The holidays are surely also steeped in tradition. Gravy and giblets, however traditional, are not typically on the vegetarian menu. Being prepared and open about your dietary lifestyle may help to prevent confusion and help everybody attending the dinner feel more comfortable with your choices. Here are some social and dinner table survival skills:
Before the dinner
Think about what your limits are as a vegetarian. Some can’t stand being around meat but others can be more flexible and simply pass the plate of carved turkey on to their neighbor. If possible, when responding to a dinner or holiday invite, give the host ample notice of your dietary preferences and clearly describe what your limitations are (ovo-lacto, pescatarian, vegan). Offer to make or bring a dish to pass that is acceptable to you or suggest some suitable recipes for them to try out.

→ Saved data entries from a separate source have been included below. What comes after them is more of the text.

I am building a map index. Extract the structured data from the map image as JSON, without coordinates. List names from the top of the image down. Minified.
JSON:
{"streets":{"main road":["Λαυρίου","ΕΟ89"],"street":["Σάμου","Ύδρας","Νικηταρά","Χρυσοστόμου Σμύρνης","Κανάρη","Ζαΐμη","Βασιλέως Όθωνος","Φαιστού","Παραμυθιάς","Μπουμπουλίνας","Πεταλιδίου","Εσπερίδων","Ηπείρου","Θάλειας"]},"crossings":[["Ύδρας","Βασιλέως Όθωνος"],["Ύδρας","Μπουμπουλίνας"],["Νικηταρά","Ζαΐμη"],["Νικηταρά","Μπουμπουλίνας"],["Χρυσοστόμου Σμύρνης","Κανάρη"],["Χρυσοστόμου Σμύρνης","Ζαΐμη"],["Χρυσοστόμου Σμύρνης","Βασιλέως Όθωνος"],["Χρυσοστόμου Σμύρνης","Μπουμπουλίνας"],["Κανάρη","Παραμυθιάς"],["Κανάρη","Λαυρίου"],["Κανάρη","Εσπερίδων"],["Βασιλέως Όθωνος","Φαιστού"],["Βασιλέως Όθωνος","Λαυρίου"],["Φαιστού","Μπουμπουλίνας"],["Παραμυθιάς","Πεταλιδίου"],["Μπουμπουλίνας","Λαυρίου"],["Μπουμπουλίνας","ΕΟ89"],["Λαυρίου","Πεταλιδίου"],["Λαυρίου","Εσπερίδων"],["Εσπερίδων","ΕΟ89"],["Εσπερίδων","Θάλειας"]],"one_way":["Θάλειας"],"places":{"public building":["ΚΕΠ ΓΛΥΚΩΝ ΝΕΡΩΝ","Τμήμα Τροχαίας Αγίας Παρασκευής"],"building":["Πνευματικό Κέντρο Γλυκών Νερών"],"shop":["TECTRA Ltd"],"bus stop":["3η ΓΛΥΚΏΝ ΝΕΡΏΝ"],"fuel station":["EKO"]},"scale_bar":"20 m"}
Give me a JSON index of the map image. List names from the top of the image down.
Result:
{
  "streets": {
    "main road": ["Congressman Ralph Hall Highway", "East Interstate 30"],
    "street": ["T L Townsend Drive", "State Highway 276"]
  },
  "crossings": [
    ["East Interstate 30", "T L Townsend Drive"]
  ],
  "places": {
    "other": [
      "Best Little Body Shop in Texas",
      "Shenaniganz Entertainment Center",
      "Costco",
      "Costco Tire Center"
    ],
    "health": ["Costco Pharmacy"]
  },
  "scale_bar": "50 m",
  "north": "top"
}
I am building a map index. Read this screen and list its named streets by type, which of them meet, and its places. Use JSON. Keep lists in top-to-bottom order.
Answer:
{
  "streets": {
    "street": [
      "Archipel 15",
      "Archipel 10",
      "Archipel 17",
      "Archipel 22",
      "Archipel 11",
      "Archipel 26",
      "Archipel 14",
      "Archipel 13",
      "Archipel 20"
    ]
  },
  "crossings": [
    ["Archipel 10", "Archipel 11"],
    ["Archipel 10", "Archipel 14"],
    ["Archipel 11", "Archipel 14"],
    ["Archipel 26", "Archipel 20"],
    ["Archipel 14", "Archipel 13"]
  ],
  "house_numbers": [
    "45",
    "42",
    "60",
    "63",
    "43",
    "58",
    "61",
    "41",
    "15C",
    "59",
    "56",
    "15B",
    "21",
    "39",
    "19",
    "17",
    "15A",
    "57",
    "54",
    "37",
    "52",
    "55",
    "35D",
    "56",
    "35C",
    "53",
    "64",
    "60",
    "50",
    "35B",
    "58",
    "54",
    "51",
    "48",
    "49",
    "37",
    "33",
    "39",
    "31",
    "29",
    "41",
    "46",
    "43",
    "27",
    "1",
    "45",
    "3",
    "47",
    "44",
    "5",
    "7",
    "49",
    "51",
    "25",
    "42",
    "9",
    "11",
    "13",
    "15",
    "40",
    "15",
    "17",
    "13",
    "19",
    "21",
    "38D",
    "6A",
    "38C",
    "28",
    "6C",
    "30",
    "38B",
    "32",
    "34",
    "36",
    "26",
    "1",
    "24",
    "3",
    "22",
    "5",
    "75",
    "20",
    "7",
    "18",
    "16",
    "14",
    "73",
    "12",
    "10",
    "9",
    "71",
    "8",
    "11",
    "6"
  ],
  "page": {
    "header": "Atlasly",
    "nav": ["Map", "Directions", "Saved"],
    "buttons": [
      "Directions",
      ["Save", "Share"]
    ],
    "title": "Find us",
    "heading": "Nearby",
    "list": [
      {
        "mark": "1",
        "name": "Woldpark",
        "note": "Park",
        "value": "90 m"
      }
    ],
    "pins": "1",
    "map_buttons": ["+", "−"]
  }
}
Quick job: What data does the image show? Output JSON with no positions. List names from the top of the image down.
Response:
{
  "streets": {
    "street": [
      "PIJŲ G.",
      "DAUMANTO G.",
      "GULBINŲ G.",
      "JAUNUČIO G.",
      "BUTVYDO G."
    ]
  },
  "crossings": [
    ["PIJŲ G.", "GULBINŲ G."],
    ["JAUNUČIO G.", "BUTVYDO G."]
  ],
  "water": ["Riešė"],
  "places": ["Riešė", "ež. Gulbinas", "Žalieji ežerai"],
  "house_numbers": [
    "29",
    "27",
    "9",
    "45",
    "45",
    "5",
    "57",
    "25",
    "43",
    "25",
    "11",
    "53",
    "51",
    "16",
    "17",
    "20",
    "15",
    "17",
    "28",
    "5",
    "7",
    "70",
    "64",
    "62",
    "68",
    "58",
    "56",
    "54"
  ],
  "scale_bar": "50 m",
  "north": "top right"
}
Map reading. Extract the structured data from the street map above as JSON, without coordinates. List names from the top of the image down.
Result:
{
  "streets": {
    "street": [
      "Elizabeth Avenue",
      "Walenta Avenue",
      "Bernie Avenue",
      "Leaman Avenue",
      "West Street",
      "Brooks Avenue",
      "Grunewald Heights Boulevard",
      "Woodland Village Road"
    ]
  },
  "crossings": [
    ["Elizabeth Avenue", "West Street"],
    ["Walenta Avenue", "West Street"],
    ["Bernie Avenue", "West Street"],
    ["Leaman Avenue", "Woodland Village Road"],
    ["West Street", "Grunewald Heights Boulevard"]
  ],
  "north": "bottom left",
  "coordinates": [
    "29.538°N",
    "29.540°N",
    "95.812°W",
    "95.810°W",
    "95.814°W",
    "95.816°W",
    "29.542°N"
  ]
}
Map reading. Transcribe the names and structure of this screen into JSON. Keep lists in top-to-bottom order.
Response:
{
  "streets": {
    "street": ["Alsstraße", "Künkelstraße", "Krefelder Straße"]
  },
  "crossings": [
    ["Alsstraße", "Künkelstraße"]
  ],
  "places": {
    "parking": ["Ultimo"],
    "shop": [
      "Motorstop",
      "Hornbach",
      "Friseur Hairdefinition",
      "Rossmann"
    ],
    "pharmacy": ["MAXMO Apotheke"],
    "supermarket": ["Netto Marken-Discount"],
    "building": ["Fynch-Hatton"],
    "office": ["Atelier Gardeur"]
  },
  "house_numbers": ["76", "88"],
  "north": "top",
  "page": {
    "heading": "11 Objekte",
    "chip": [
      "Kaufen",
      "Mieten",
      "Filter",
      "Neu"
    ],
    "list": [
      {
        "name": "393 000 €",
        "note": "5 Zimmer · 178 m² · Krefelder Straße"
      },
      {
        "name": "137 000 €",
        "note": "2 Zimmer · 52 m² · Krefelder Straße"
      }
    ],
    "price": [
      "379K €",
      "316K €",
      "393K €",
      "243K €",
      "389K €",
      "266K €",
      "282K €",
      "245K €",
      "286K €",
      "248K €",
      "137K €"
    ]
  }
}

Once the meal starts and you are feeling the heat for passing on the gravy, sliced ham and marshmallow-topped sweet potatoes simply smile and let your host know you are very satisfied with the vegetarian offerings. If others ask why you’ve made the choice to not eat meat, openly explain without preaching, getting angry or appearing to pass judgment. They are likely more curious about your choices rather than offended you haven’t touched their bacon-filled mashed potatoes. If you do feel as though your explanation may not go over well, a simple polite “No thank you” should suffice when the gravy boat comes paddling by.
Hosting the Holidays!
Try to make foods that are familiar to your guests that are either already meat-free or that may be easily vegetarianized. Offer pita and hummus, 3 bean chili and corn bread, vegetable lasagna, eggplant parmesan, squash risotto or a vegetable filled shepard’s pie. Hearty soups made with veggie or mushroom broth will win over even the most skeptical of guests. If you feel comfortable, prepare a meat dish yourself or offer your kitchen to your guests if they wish to prepare something. For guests new to your lifestyle, do a quick run-down of the menu for them to quell any fears about a “rabbit-food” dinner.
At a restaurant
Be polite and ask the servers if they know or would find out which entrées can be made without meat or if the chef would be willing to prepare something meat-free. If you are particularly concerned, search for the restaurant’s menu online or call ahead and inquire – this saves time and the potential for miscommunication ahead of time. Remember that these occasions are more about the company and less about the food – a drink and a side will often tide you through the meal until you are home – don’t let it stop you from enjoying good friends and family.